[Saved entries]
========================

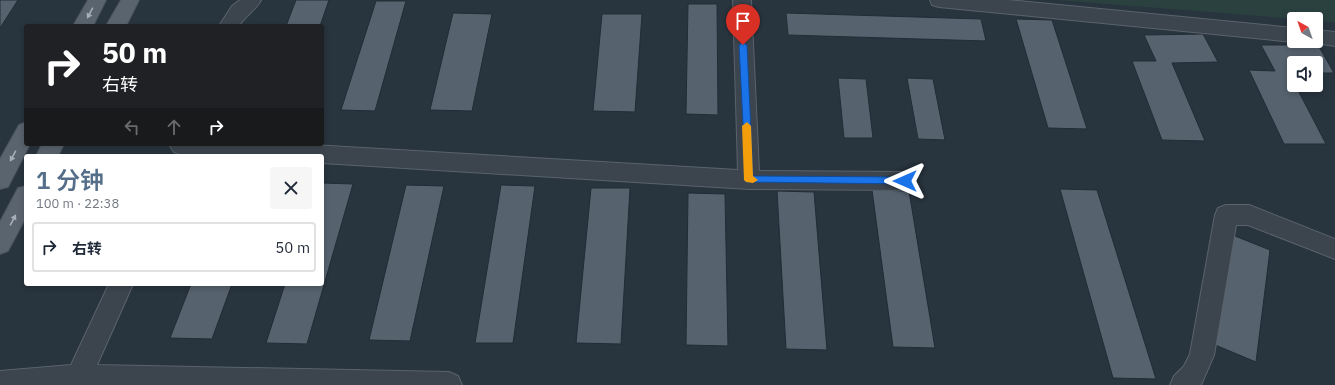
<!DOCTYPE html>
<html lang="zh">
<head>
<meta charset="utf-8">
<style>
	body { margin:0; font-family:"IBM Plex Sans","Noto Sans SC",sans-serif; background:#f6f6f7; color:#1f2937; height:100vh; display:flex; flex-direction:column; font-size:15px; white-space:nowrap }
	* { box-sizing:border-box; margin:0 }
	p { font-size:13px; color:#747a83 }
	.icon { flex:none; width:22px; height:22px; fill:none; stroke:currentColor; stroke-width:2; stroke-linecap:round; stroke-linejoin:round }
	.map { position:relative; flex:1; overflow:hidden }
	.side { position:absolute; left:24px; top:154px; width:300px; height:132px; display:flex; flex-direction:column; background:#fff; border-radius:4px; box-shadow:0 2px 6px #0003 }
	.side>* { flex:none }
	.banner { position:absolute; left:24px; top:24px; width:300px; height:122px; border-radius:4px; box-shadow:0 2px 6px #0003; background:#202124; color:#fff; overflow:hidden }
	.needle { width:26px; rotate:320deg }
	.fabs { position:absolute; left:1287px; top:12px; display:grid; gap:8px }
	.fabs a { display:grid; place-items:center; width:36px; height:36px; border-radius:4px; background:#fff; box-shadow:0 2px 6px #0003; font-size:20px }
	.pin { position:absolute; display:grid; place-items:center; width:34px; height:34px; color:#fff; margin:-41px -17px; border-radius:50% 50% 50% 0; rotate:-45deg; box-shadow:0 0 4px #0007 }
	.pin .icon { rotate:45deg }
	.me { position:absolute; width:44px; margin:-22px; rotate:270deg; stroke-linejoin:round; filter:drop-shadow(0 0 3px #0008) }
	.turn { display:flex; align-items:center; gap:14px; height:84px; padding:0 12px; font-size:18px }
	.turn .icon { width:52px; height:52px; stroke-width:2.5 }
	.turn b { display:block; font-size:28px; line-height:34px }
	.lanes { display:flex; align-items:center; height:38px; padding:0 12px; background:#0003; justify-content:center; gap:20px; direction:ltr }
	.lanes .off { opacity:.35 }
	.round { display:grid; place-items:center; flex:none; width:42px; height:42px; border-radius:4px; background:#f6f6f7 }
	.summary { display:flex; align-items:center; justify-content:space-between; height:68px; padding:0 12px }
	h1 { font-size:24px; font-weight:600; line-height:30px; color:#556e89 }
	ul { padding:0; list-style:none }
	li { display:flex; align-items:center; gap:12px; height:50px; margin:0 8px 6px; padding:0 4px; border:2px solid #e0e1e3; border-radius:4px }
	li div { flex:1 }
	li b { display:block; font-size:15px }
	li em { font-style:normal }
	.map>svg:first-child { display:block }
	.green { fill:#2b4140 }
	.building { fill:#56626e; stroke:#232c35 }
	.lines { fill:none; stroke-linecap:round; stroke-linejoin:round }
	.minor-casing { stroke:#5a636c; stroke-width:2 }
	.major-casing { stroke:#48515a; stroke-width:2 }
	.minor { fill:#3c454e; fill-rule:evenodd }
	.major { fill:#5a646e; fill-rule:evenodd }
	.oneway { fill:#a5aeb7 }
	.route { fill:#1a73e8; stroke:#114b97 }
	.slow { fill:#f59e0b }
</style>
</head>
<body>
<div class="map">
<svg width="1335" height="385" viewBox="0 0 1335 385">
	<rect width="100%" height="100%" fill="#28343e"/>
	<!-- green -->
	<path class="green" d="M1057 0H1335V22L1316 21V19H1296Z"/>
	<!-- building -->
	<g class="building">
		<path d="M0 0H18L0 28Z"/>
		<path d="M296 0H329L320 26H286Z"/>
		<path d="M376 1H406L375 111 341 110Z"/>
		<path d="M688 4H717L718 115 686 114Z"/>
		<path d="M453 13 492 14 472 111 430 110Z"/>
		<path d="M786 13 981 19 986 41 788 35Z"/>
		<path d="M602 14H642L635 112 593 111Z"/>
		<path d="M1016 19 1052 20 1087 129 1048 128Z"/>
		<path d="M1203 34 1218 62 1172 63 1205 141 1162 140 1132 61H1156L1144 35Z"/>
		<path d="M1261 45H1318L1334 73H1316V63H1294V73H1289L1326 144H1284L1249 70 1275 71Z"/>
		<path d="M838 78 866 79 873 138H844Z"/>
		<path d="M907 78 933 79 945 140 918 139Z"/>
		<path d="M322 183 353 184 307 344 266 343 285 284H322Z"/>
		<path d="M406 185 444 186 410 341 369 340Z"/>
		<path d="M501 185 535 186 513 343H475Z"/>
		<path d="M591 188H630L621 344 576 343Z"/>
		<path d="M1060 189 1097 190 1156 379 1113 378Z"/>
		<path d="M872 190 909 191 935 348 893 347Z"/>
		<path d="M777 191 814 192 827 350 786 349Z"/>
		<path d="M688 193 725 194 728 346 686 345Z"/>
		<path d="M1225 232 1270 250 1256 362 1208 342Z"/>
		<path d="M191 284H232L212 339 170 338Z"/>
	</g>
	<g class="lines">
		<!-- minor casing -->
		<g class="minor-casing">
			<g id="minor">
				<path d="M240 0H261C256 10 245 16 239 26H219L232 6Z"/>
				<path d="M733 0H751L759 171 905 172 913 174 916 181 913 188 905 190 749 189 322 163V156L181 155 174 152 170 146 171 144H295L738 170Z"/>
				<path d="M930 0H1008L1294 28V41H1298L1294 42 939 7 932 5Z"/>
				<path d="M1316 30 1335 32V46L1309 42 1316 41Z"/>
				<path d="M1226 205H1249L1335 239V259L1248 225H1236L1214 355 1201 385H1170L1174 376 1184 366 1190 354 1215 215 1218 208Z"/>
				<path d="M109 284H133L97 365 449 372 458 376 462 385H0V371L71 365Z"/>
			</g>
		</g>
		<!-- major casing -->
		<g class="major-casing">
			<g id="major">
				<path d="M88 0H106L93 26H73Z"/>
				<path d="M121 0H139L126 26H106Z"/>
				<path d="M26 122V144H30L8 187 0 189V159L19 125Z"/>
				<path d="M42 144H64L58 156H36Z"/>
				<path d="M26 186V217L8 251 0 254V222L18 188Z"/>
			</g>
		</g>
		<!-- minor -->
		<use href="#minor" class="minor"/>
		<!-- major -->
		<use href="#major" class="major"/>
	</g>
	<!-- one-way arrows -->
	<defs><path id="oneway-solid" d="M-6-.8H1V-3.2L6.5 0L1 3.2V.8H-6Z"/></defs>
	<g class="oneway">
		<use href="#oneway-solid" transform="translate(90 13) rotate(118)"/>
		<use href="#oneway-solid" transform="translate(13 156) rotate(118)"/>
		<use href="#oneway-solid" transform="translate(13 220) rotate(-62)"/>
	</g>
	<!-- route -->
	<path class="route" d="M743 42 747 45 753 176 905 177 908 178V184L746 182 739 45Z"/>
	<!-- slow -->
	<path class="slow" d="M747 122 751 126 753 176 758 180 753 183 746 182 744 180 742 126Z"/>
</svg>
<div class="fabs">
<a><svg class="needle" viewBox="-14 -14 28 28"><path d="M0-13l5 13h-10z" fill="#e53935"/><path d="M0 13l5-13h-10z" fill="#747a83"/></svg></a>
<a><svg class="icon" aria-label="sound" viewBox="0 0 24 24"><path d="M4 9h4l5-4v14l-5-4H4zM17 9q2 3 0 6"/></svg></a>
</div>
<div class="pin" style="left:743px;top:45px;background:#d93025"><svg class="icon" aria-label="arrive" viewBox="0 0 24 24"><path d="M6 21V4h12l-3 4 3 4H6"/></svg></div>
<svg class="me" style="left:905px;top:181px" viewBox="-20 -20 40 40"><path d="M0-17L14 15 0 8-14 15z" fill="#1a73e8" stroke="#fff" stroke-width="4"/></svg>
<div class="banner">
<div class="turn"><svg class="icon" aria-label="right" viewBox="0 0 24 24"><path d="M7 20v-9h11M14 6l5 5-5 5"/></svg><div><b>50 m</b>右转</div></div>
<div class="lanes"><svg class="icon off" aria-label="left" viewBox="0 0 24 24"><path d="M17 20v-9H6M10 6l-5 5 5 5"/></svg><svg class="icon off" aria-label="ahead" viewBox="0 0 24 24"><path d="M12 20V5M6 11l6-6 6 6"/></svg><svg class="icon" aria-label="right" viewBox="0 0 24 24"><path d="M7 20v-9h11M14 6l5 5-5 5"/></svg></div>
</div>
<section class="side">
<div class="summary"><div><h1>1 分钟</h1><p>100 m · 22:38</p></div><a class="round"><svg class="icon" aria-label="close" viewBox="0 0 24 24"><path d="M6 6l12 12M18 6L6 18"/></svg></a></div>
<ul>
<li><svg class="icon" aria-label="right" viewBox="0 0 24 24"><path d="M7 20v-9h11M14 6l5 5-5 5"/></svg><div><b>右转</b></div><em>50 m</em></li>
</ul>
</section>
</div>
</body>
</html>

========================

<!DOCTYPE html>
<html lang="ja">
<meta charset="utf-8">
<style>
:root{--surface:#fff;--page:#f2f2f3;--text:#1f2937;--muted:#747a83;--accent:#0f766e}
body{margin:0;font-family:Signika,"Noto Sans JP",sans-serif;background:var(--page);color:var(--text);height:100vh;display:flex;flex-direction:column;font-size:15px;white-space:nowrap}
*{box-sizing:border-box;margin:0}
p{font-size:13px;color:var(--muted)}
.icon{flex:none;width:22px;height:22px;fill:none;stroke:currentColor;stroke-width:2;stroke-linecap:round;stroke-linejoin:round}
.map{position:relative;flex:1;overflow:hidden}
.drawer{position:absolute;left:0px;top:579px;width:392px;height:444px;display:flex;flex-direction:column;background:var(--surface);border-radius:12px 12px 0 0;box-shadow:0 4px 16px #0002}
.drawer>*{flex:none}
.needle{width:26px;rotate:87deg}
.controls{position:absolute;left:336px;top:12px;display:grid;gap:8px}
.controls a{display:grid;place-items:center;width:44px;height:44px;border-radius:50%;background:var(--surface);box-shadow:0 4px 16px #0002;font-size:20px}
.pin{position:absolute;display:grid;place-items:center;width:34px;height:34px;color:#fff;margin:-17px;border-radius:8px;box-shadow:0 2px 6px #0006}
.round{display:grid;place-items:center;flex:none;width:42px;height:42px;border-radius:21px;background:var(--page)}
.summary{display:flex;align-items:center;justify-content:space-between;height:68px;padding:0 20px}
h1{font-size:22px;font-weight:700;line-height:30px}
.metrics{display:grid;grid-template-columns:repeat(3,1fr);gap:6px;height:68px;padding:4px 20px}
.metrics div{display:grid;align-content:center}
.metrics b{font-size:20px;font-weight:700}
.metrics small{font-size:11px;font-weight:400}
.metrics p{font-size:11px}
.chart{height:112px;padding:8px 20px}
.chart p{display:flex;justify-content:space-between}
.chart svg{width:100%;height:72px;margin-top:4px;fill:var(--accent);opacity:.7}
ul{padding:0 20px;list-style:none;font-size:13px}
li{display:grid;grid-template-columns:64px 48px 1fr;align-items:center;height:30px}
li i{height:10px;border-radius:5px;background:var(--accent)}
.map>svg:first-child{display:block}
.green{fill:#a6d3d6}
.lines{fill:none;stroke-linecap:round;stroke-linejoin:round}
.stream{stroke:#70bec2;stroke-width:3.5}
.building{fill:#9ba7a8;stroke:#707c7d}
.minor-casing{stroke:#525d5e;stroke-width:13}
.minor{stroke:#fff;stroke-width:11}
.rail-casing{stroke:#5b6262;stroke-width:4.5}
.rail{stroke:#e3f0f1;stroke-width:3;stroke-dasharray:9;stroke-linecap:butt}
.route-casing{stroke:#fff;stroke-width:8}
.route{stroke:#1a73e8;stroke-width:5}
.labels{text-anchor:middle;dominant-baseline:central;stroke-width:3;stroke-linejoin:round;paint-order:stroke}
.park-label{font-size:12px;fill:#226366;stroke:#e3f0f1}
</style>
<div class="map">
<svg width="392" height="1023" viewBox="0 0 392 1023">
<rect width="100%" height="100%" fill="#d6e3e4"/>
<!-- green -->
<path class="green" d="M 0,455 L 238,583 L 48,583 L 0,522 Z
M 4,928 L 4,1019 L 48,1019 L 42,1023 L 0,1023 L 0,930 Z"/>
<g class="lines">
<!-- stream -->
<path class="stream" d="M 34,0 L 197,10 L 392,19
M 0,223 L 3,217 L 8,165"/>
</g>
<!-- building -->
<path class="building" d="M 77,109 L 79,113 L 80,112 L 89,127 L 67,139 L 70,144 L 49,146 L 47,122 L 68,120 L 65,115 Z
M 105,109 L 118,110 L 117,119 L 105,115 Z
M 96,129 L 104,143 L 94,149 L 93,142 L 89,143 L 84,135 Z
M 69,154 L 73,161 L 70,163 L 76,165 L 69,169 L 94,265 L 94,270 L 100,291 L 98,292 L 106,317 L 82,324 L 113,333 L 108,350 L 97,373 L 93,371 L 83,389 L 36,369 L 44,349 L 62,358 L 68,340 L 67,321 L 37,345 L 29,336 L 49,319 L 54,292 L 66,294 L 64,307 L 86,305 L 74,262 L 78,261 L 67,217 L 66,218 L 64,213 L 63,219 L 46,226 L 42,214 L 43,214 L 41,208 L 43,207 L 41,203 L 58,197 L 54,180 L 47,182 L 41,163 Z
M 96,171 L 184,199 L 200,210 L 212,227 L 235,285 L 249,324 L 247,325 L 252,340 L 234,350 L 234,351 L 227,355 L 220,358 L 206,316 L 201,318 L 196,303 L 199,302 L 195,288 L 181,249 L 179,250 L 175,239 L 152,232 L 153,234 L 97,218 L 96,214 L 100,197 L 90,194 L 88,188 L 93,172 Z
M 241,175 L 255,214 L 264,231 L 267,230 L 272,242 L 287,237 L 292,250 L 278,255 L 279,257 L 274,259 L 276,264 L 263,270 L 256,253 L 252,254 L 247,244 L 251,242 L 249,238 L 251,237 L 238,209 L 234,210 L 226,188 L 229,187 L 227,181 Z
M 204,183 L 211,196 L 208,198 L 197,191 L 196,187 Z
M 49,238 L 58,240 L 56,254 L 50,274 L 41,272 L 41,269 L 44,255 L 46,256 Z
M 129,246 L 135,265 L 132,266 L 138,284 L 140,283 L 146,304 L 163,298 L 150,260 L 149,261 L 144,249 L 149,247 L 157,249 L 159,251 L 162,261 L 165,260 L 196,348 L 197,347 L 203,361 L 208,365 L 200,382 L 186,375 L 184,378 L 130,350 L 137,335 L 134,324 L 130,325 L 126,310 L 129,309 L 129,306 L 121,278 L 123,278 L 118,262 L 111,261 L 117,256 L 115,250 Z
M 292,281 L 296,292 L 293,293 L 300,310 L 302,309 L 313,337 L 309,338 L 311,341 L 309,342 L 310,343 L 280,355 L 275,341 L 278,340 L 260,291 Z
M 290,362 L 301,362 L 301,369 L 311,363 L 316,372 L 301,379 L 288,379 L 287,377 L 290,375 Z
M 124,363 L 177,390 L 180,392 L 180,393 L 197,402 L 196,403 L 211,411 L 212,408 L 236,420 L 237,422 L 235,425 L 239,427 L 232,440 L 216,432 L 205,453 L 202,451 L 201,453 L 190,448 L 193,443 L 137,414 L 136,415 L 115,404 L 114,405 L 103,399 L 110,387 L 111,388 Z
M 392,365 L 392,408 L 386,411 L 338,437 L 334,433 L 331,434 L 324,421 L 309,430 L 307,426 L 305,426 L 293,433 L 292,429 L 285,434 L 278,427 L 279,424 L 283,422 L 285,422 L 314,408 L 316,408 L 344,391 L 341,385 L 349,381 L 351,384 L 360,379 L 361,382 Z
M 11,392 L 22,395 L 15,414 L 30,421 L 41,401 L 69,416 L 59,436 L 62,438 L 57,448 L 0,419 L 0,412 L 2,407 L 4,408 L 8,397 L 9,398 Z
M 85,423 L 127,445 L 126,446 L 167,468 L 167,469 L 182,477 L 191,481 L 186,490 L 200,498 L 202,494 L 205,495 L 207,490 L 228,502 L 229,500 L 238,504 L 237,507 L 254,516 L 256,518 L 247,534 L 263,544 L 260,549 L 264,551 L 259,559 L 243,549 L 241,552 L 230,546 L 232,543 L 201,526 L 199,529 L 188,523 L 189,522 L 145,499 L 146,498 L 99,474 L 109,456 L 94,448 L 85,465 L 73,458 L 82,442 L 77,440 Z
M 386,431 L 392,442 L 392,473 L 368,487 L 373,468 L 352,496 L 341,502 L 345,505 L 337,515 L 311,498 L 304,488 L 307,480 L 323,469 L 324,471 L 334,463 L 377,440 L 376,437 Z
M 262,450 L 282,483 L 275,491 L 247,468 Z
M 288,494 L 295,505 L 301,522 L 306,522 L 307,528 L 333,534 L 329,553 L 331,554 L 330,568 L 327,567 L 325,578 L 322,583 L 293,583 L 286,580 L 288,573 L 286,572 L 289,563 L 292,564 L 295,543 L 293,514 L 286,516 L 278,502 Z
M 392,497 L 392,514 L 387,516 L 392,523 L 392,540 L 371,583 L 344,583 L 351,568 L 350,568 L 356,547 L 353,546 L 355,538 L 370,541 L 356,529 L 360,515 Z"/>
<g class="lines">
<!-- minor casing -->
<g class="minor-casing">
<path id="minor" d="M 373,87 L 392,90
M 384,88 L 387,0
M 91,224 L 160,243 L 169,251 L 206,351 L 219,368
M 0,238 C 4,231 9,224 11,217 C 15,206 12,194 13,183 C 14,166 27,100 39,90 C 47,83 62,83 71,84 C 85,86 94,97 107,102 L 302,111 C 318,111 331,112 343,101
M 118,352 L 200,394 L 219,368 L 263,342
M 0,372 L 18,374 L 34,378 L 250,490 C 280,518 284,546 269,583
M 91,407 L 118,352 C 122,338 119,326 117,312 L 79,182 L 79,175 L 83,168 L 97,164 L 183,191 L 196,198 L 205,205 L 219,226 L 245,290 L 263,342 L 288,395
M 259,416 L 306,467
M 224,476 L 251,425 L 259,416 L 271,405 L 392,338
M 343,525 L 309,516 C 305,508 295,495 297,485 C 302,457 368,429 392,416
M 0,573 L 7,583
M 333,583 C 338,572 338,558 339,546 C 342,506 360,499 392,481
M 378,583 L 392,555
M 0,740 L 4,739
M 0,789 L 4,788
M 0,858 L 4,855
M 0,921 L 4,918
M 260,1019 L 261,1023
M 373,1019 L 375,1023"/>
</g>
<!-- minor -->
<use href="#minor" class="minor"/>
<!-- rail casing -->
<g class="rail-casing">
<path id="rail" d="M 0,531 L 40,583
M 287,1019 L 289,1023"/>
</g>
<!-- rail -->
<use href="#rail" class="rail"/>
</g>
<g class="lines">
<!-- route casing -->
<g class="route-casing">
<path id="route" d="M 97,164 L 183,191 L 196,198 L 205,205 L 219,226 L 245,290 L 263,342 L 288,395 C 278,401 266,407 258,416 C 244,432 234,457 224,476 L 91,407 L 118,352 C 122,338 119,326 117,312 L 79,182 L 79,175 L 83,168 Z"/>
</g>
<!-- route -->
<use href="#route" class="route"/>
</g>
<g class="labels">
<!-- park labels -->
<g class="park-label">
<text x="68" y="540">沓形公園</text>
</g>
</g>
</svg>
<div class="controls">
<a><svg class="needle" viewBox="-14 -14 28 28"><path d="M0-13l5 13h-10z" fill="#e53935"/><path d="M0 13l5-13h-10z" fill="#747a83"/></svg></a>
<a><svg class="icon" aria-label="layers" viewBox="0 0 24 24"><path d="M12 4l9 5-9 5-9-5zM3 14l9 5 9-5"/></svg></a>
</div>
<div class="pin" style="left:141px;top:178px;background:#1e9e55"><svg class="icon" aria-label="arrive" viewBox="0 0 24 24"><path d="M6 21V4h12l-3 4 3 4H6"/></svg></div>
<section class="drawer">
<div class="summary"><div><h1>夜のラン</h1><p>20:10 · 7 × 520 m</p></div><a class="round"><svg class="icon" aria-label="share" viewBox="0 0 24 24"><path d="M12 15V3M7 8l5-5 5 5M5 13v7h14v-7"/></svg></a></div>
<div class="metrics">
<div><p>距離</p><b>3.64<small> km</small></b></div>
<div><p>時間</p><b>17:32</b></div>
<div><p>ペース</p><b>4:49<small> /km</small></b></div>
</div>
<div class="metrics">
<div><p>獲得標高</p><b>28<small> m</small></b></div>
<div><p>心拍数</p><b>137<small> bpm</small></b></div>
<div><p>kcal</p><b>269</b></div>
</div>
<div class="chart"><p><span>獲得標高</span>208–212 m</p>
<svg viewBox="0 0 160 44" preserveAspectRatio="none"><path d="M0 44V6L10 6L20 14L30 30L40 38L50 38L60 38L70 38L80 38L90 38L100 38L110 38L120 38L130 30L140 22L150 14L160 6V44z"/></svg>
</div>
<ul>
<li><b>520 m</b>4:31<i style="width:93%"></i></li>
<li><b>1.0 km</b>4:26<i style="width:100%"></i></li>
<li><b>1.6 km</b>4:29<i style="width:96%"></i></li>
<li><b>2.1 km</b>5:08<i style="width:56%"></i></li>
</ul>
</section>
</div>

========================

▶ [Work task]
Find the word "controls" in the records. Copy every line it appears in.

▶ [Task output]
.controls{position:absolute;left:336px;top:12px;display:grid;gap:8px}
.controls a{display:grid;place-items:center;width:44px;height:44px;border-radius:50%;background:var(--surface);box-shadow:0 4px 16px #0002;font-size:20px}
<div class="controls">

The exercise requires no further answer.